• Brief
The answer must consist of every line from the data that holds "translate".

________

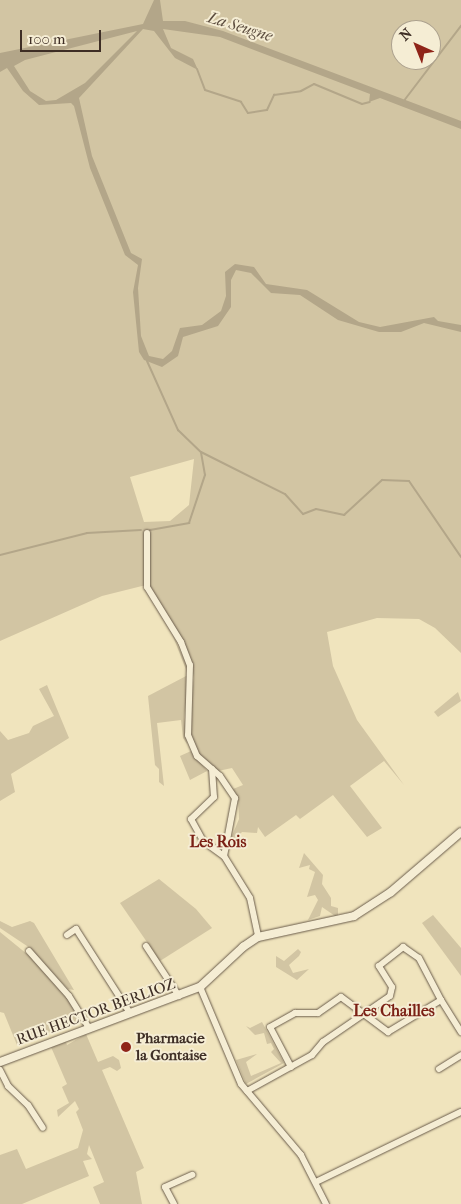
<!DOCTYPE html>
<style>
body{margin:0}
#map{position:relative;width:461px;height:1204px;overflow:hidden;background:#f0e4bd;font-family:"IM FELL French Canon",serif}
div>[style]{position:absolute}
.green>*{inset:0;background:#d2c5a3}
.water>*{inset:0;background:#b3a689}
.stream>*{height:2px;margin:-1px;padding:0 1px;transform-origin:1px;border-radius:1px;background:#b3a689}
.roads{filter:drop-shadow(0 0 1px #6a5c4b) drop-shadow(0 0 1px #6a5c4b)}
.minor>*{height:6px;margin:-3px;padding:0 3px;transform-origin:3px;border-radius:3px;background:#f5edd4}
.tertiary>*{height:8px;margin:-4px;padding:0 4px;transform-origin:4px;border-radius:4px;background:#f5edd4}
.dots>*{width:14px;height:14px;translate:-50% -50%;box-sizing:border-box;border:2px solid #f5edd4;border-radius:50%}
span{translate:-50% -50%;white-space:nowrap;text-align:center;line-height:1.15;-webkit-text-stroke:4px #f5edd4;paint-order:stroke}
.street-label{font-size:15px;color:#3e2e25}
.poi-label{font-size:15px;color:#3e2e25;font-weight:700}
.left{translate:0 -50%;text-align:left}
.water-label{font-size:16px;color:#5b4c3e;font-style:italic}
.neighbourhood-label{font-size:16px;color:#7a1f14;font-weight:700}
.north{position:absolute;left:391px;top:20px;width:50px;height:50px;box-sizing:border-box;background:#f5edd4;border:1px solid #aca18e;border-radius:50%;rotate:316deg;font-size:14px;font-weight:700;line-height:20px;text-align:center;color:#3e2e25}
.north::after{content:'';display:block;margin:auto;width:18px;height:22px;background:#8f2418;clip-path:polygon(50% 0,100% 100%,50% 72%,0 100%)}
.scale{position:absolute;left:20px;top:30px;width:81px;height:22px;box-sizing:border-box;border:2px solid #3e2e25;border-top:0;padding-left:6px;font-size:15px;line-height:18px;white-space:nowrap;color:#3e2e25;-webkit-text-stroke:4px #f5edd4;paint-order:stroke}
</style>
<div id="map">
<div class="green">
<i style="clip-path:polygon(evenodd,0 0,461px 0,461px 653px,435px 628px,419px 619px,377px 618px,327px 632px,333px 666px,357px 720px,404px 785px,384px 761px,350px 786px,382px 828px,367px 837px,333px 795px,300px 819px,296px 815px,265px 837px,258px 827px,257px 833px,242px 832px,227px 848px,239px 819px,238px 797px,233px 789px,243px 785px,232px 768px,218px 771px,201px 758px,194px 745px,188px 726px,194px 678px,190px 656px,146px 585px,102px 596px,0 641px,0 0,401px 30px,431px 30px,431px 60px,401px 60px,401px 30px,0 0,194px 459px,189px 505px,170px 521px,144px 522px,130px 477px,194px 459px)"></i>
<i style="clip-path:polygon(171px 631px,190px 672px,184px 717px,187px 744px,183px 738px,181px 720px,157px 723px,164px 786px,159px 782px,159px 769px,155px 765px,148px 696px,188px 675px)"></i>
<i style="clip-path:polygon(47px 685px,69px 738px,11px 774px,15px 792px,0 801px,0 731px,8px 740px,29px 733px,33px 726px,54px 716px,39px 689px)"></i>
<i style="clip-path:polygon(458px 692px,461px 701px,438px 717px,434px 712px)"></i>
<i style="clip-path:polygon(191px 751px,207px 771px,190px 780px,180px 756px)"></i>
<i style="clip-path:polygon(304px 853px,323px 875px,322px 884px,331px 898px,331px 906px,338px 908px,338px 918px,322px 907px,320px 916px,308px 920px,318px 900px,315px 895px,307px 897px,315px 872px,309px 869px,310px 865px,299px 868px)"></i>
<i style="clip-path:polygon(159px 879px,196px 909px,212px 928px,160px 961px,120px 903px)"></i>
<i style="clip-path:polygon(433px 915px,461px 948px,461px 976px,422px 923px)"></i>
<i style="clip-path:polygon(0 921px,12px 927px,30px 921px,34px 923px,74px 990px,68px 989px,27px 946px,0 928px)"></i>
<i style="clip-path:polygon(0 932px,38px 963px,64px 992px,82px 1020px,17px 1045px,4px 1013px,0 1012px)"></i>
<i style="clip-path:polygon(298px 949px,301px 952px,299px 956px,289px 965px,293px 973px,309px 969px,297px 980px,276px 967px,276px 956px,284px 961px)"></i>
<i style="clip-path:polygon(262px 1022px,284px 1063px,246px 1084px,236px 1060px,257px 1054px,246px 1062px,251px 1076px,281px 1063px,271px 1052px,274px 1049px,271px 1043px,267px 1044px,264px 1033px,255px 1035px,246px 1026px,250px 1028px)"></i>
<i style="clip-path:polygon(86px 1034px,98px 1062px,113px 1056px,119px 1060px,121px 1068px,117px 1071px,110px 1067px,102px 1070px,144px 1168px,136px 1172px,142px 1204px,100px 1204px,93px 1187px,104px 1182px,89px 1145px,87px 1154px,92px 1159px,83px 1161px,89px 1176px,22px 1204px,0 1204px,0 1155px,17px 1149px,26px 1169px,78px 1148px,83px 1130px,76px 1112px,79px 1109px,75px 1101px,58px 1117px,57px 1110px,69px 1103px,62px 1087px,67px 1084px,51px 1047px,66px 1042px,67px 1045px)"></i>
</div>
<div class="water">
<i style="clip-path:polygon(evenodd,154px 0,160px 0,163px 21px,185px 21px,223px 31px,461px 121px,461px 129px,380px 98px,369px 102px,370px 94px,220px 37px,163px 29px,171px 48px,193px 59px,198px 70px,175px 58px,154px 31px,143px 29px,79px 98px,92px 156px,131px 253px,142px 259px,138px 288px,141px 336px,149px 356px,163px 359px,172px 351px,180px 328px,202px 325px,221px 311px,226px 296px,225px 272px,235px 264px,254px 267px,266px 284px,307px 290px,359px 322px,380px 327px,434px 317px,438px 321px,461px 325px,461px 332px,424px 323px,401px 332px,379px 332px,338px 320px,300px 295px,271px 293px,251px 273px,236px 270px,231px 280px,231px 307px,218px 326px,183px 337px,178px 356px,162px 367px,144px 360px,139px 352px,133px 292px,138px 265px,125px 255px,90px 168px,74px 106px,71px 103px,39px 105px,23px 91px,7px 68px,0 72px,0 53px,143px 24px,154px 0,137px 31px,85px 83px,56px 100px,46px 101px,30px 91px,14px 66px,25px 60px,137px 31px)"></i>
</div>
<div class="stream">
<i style="left:197px;top:69px;width:22px;rotate:69deg"></i>
<i style="left:205px;top:90px;width:38px;rotate:18deg"></i>
<i style="left:241px;top:102px;width:13px;rotate:58deg"></i>
<i style="left:248px;top:113px;width:19px;rotate:-9deg"></i>
<i style="left:267px;top:110px;width:17px;rotate:-65deg"></i>
<i style="left:274px;top:95px;width:27px;rotate:-8deg"></i>
<i style="left:301px;top:91px;width:15px;rotate:-28deg"></i>
<i style="left:314px;top:84px;width:52px;rotate:22.6deg"></i>
<i style="left:362px;top:104px;width:8px;rotate:-14deg"></i>
<i style="left:403px;top:102px;width:96px;rotate:-52.7deg"></i>
<i style="left:147px;top:361px;width:76px;rotate:65.8deg"></i>
<i style="left:178px;top:430px;width:32px;rotate:44deg"></i>
<i style="left:201px;top:452px;width:94px;rotate:26.6deg"></i>
<i style="left:285px;top:494px;width:27px;rotate:48deg"></i>
<i style="left:303px;top:514px;width:14px;rotate:-21deg"></i>
<i style="left:316px;top:509px;width:29px;rotate:12deg"></i>
<i style="left:344px;top:515px;width:52px;rotate:-42.6deg"></i>
<i style="left:382px;top:480px;width:27px;rotate:2deg"></i>
<i style="left:409px;top:481px;width:92px;rotate:55.6deg"></i>
<i style="left:150px;top:530px;width:40px;rotate:-10deg"></i>
<i style="left:189px;top:523px;width:51px;rotate:-71.6deg"></i>
<i style="left:205px;top:475px;width:23px;rotate:-100deg"></i>
<i style="left:0;top:555px;width:90px;rotate:-14.2deg"></i>
<i style="left:87px;top:533px;width:54px;rotate:-3.2deg"></i>
</div>
<div class="roads">
<div class="minor">
<i style="left:147px;top:533px;width:54px;rotate:90deg"></i>
<i style="left:147px;top:587px;width:65px;rotate:58.3deg"></i>
<i style="left:181px;top:642px;width:25px;rotate:69deg"></i>
<i style="left:190px;top:665px;width:70px;rotate:91.6deg"></i>
<i style="left:188px;top:735px;width:23px;rotate:67deg"></i>
<i style="left:197px;top:756px;width:30px;rotate:41deg"></i>
<i style="left:220px;top:776px;width:27px;rotate:56deg"></i>
<i style="left:235px;top:798px;width:59px;rotate:100.7deg"></i>
<i style="left:224px;top:856px;width:49px;rotate:58.2deg"></i>
<i style="left:250px;top:898px;width:40px;rotate:78deg"></i>
<i style="left:212px;top:769px;width:28px;rotate:86deg"></i>
<i style="left:214px;top:797px;width:32px;rotate:136deg"></i>
<i style="left:191px;top:819px;width:25px;rotate:61deg"></i>
<i style="left:203px;top:841px;width:26px;rotate:36deg"></i>
<i style="left:67px;top:935px;width:11px;rotate:-34deg"></i>
<i style="left:76px;top:929px;width:100px;rotate:57.3deg"></i>
<i style="left:146px;top:946px;width:60px;rotate:56.6deg"></i>
<i style="left:29px;top:951px;width:60px;rotate:48.4deg"></i>
<i style="left:69px;top:996px;width:38px;rotate:58deg"></i>
<i style="left:200px;top:987px;width:105px;rotate:67.1deg"></i>
<i style="left:241px;top:1084px;width:93px;rotate:49.8deg"></i>
<i style="left:301px;top:1155px;width:55px;rotate:63deg"></i>
<i style="left:291px;top:1067px;width:45px;rotate:-117.7deg"></i>
<i style="left:270px;top:1027px;width:29px;rotate:-29deg"></i>
<i style="left:295px;top:1013px;width:23px"></i>
<i style="left:318px;top:1013px;width:28px;rotate:-35deg"></i>
<i style="left:341px;top:997px;width:59px;rotate:36.7deg"></i>
<i style="left:388px;top:1032px;width:62px;rotate:-31.1deg"></i>
<i style="left:441px;top:1000px;width:38px;rotate:58deg"></i>
<i style="left:439px;top:1069px;width:26px;rotate:-32deg"></i>
<i style="left:0;top:1070px;width:18px;rotate:63deg"></i>
<i style="left:8px;top:1086px;width:28px;rotate:44deg"></i>
<i style="left:28px;top:1105px;width:27px;rotate:57deg"></i>
<i style="left:247px;top:1091px;width:74px;rotate:-29deg"></i>
<i style="left:312px;top:1055px;width:17px;rotate:-50deg"></i>
<i style="left:323px;top:1042px;width:81px;rotate:-34.5deg"></i>
<i style="left:390px;top:996px;width:9px;rotate:-77deg"></i>
<i style="left:392px;top:987px;width:25px;rotate:-122deg"></i>
<i style="left:379px;top:966px;width:31px;rotate:-38deg"></i>
<i style="left:403px;top:947px;width:19px;rotate:35deg"></i>
<i style="left:419px;top:958px;width:47px;rotate:62.4deg"></i>
<i style="left:318px;top:1181px;width:159px;rotate:-25.8deg"></i>
<i style="left:174px;top:1204px;width:19px;rotate:-118deg"></i>
<i style="left:165px;top:1187px;width:30px;rotate:-24deg"></i>
</div>
<div class="tertiary">
<i style="left:0;top:1062px;width:214px;rotate:-20.6deg"></i>
<i style="left:200px;top:987px;width:59px;rotate:-42.9deg"></i>
<i style="left:243px;top:947px;width:18px;rotate:-34deg"></i>
<i style="left:258px;top:937px;width:98px;rotate:-12.3deg"></i>
<i style="left:354px;top:916px;width:44px;rotate:-33deg"></i>
<i style="left:391px;top:892px;width:92px;rotate:-40.6deg"></i>
</div>
</div>
<div class="dots">
<i style="left:126px;top:1047px;background:#8f2418"></i>
</div>
<div class="street-label">
<span style="left:96px;top:1012px;rotate:-20deg">RUE HECTOR BERLIOZ</span>
</div>
<div class="poi-label">
<span class="left" style="left:136px;top:1047px">Pharmacie<br>la Gontaise</span>
</div>
<div class="water-label">
<span style="left:240px;top:27px;rotate:17deg">La Seugne</span>
</div>
<div class="neighbourhood-label">
<span style="left:218px;top:842px">Les Rois</span>
<span style="left:394px;top:1011px">Les Chailles</span>
</div>
<div class="north">N</div>
<div class="scale">100 m</div>
</div>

________

• Answer for the task
.dots>*{width:14px;height:14px;translate:-50% -50%;box-sizing:border-box;border:2px solid #f5edd4;border-radius:50%}
span{translate:-50% -50%;white-space:nowrap;text-align:center;line-height:1.15;-webkit-text-stroke:4px #f5edd4;paint-order:stroke}
.left{translate:0 -50%;text-align:left}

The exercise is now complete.